Sure its a thing! I worked in the BGE for over a year, just for the fun of it (Because lets all face it… Its fun!) before I started learning ue4 and eventually selling games.

I love the bge :slight_smile:

I tried unreal game engine 4 and could not get a simple door to open and close with it’s with blueprints.The bge is lot easier to do that with.

will it all start,s with the fun, but it end,s with cash because you note,s how good you are in making game,s and how much people love it

I think most professional game designers start out doing it as a hobby. It’s not a job that you get into looking to become rich or famous (or if you do, you won’t get far)

It is not a thing - it is a behavior.

To be honest I do not get what you mean by “is … a thing” ;). Must be a translation issue.

I’m pretty sure he means “is it recognized as something that exists with an active crowd/fanbase?” It’s a pretty common phrase to say when one is unsure of current trends. For example: Are wet Brazilian gymnastics a thing that people do? Is advanced chicken parkour semifinals a thing that exists?

I don’t use BGE, Blender for me is about the render, but I understand where you’re coming from. Back in the day I made a couple of bob out of an Amiga game (even better, someone YouTube’d is in June this year, 25 or so years later), but in the end, I released as public domain. The driver was the fun creating it, not selling. If people enjoyed it, I was happy.

Thank you for providing this explanation.

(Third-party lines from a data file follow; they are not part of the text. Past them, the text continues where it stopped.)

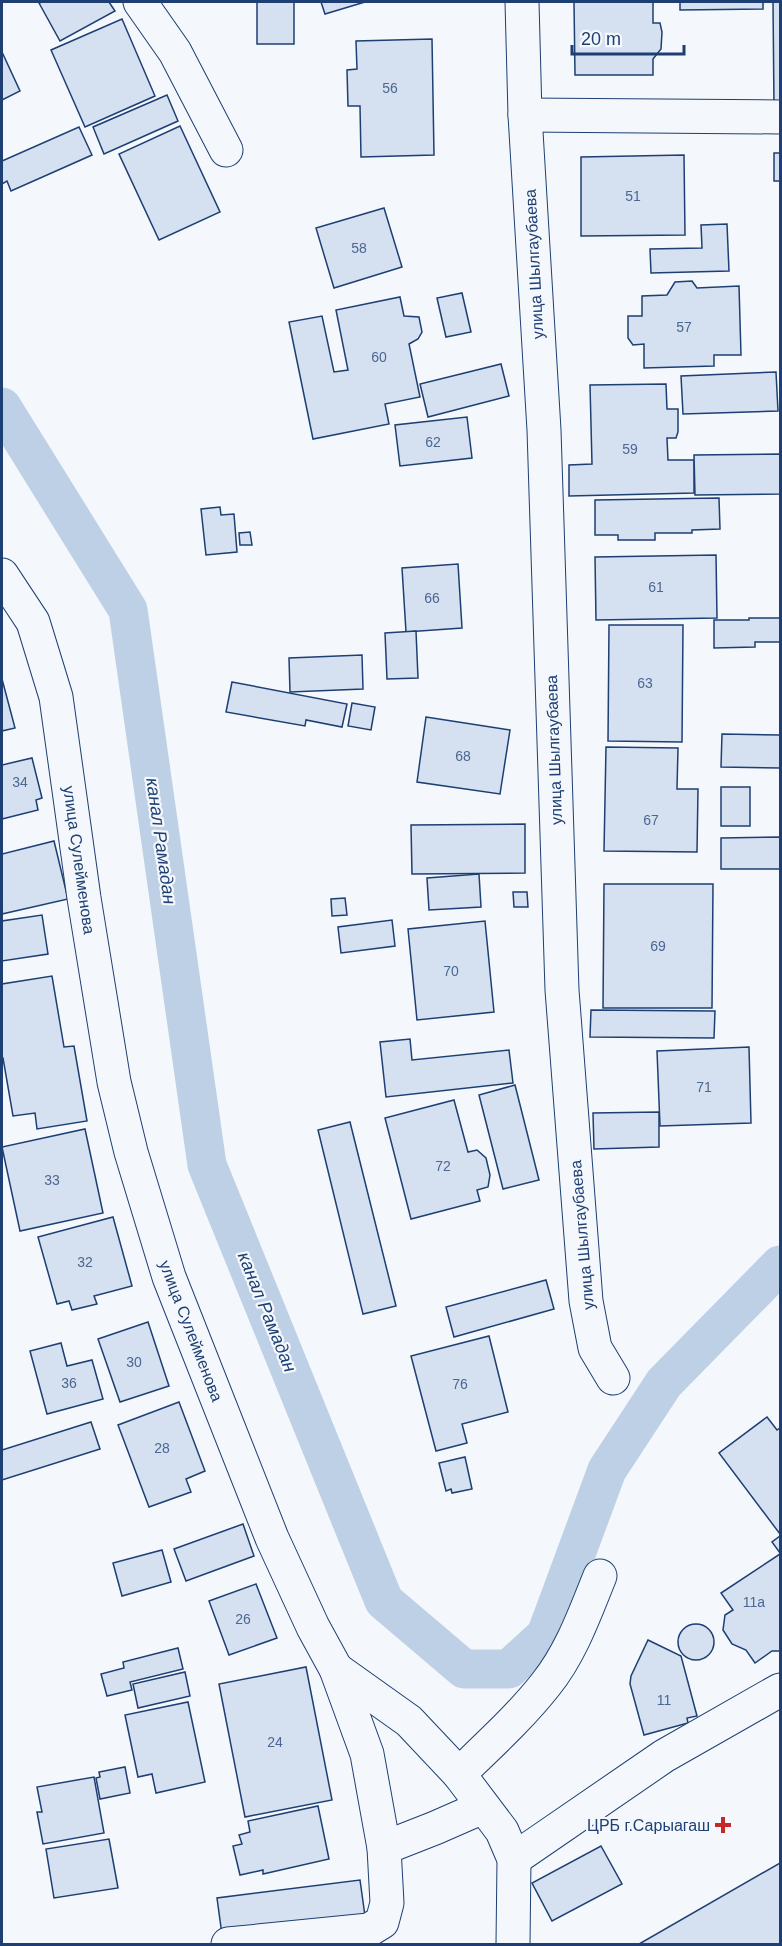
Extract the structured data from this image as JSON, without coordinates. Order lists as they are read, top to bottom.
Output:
{
  "streets": {
    "street": ["улица Шылгаубаева", "улица Сулейменова"]
  },
  "water": ["канал Рамадан"],
  "places": {
    "health": ["ЦРБ г.Сарыагаш"]
  },
  "house_numbers": [
    "56",
    "51",
    "58",
    "57",
    "60",
    "62",
    "59",
    "61",
    "66",
    "63",
    "68",
    "34",
    "67",
    "69",
    "70",
    "71",
    "72",
    "33",
    "32",
    "30",
    "36",
    "76",
    "28",
    "11а",
    "26",
    "11",
    "24"
  ],
  "scale_bar": "20 m"
}
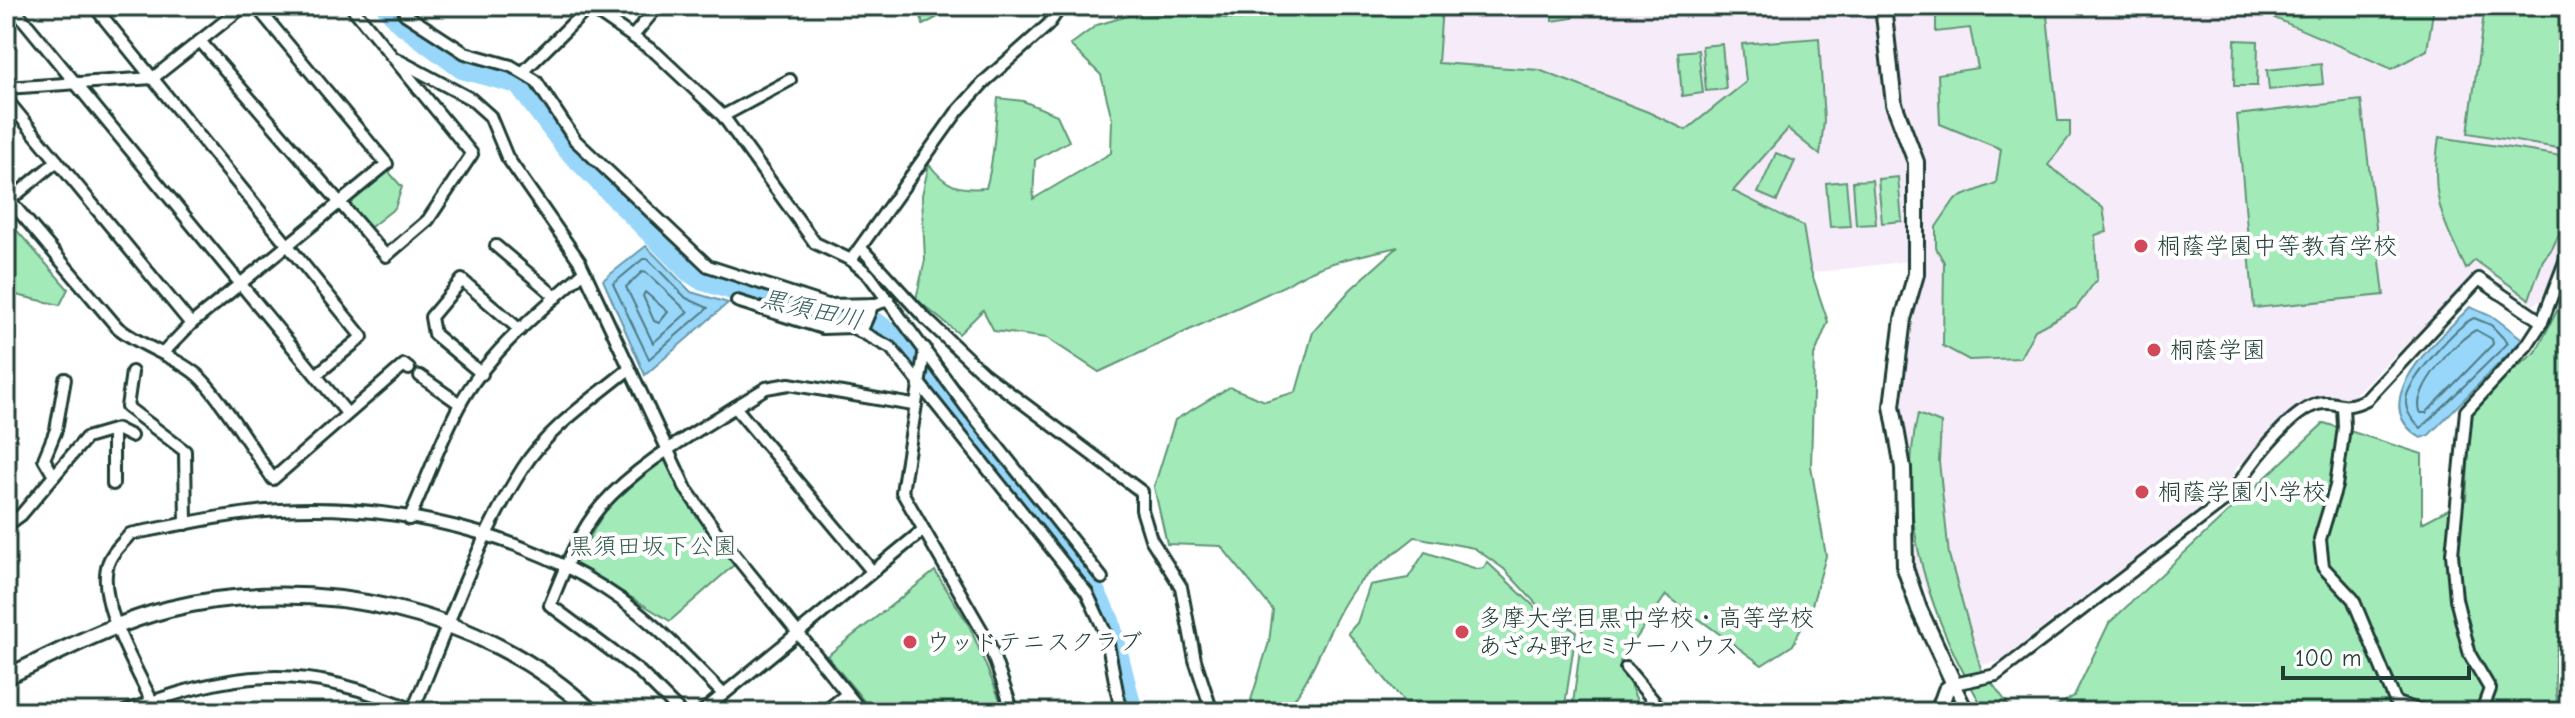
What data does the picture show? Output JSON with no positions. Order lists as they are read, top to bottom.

In that case: I guess the game engine sub-forum speaks for itself :smiley: (and the forums of all the other engines).

From a commercial standpoint, the big problem with game-selling is that the public has become conditioned to the idea that games are free-of-charge or nearly so. You might get 'em to pay 99¢ for the thing … and then, yeah, they might “pay to play” for a little while. But the company that produces it … for as long as it survives … is forever starving for revenue.

Mobile games, yeah, but not everyone plays mobile. A lot of console games can even go up to 50-80 dollars each last time I checked. Also, the op said that he doesn’t care if he doesn’t sell a single game and only wants to do it as a hobby.

I do it as a hobby. I’ve been doing it since before it was mainstream. I’m about to leave because it’s too popular and no longer challenges me enough. I think education software is something that needs a lot more development and thought, and AI is an interesting field as well. Or maybe I’ll go into bookbinding or sword making. Who knows?

My advice for hobbies: Don’t pick things that are easy. Pick things that are challenging and fun. Make sure your hobbies allow you to learn.

Yes. It is a thing. I doing it as a hobby for a while. Starting with Domark 3d kit on a cga monitor and later move to Pie In The Sky game Engine. Then 3D RAD. Dark Basic. Jamagic (it went dead after birth). Torque (Garage Games).

These days I rarely do it (more on computer graphics), but I still have license to Game Maker Studio (via humble bundle) and installed Unity 3D and Unreal Engine.

But these days I mostly dabble in clip studio and krita. Having just bought a wacom tablet few months ago.

I made 3 games for my nephews, because their folks wouldn’t let them play violent games, and all the good ones were violent. So I made my own versions and just avoided all the violent bits. One was a driving game I made in blender, the other two were 2D platformers, but they were a little more sophisticated than the typical ones. They loved them, and one of them ended up learning the game engine, and now he’s headed off to video game college to learn coding for games.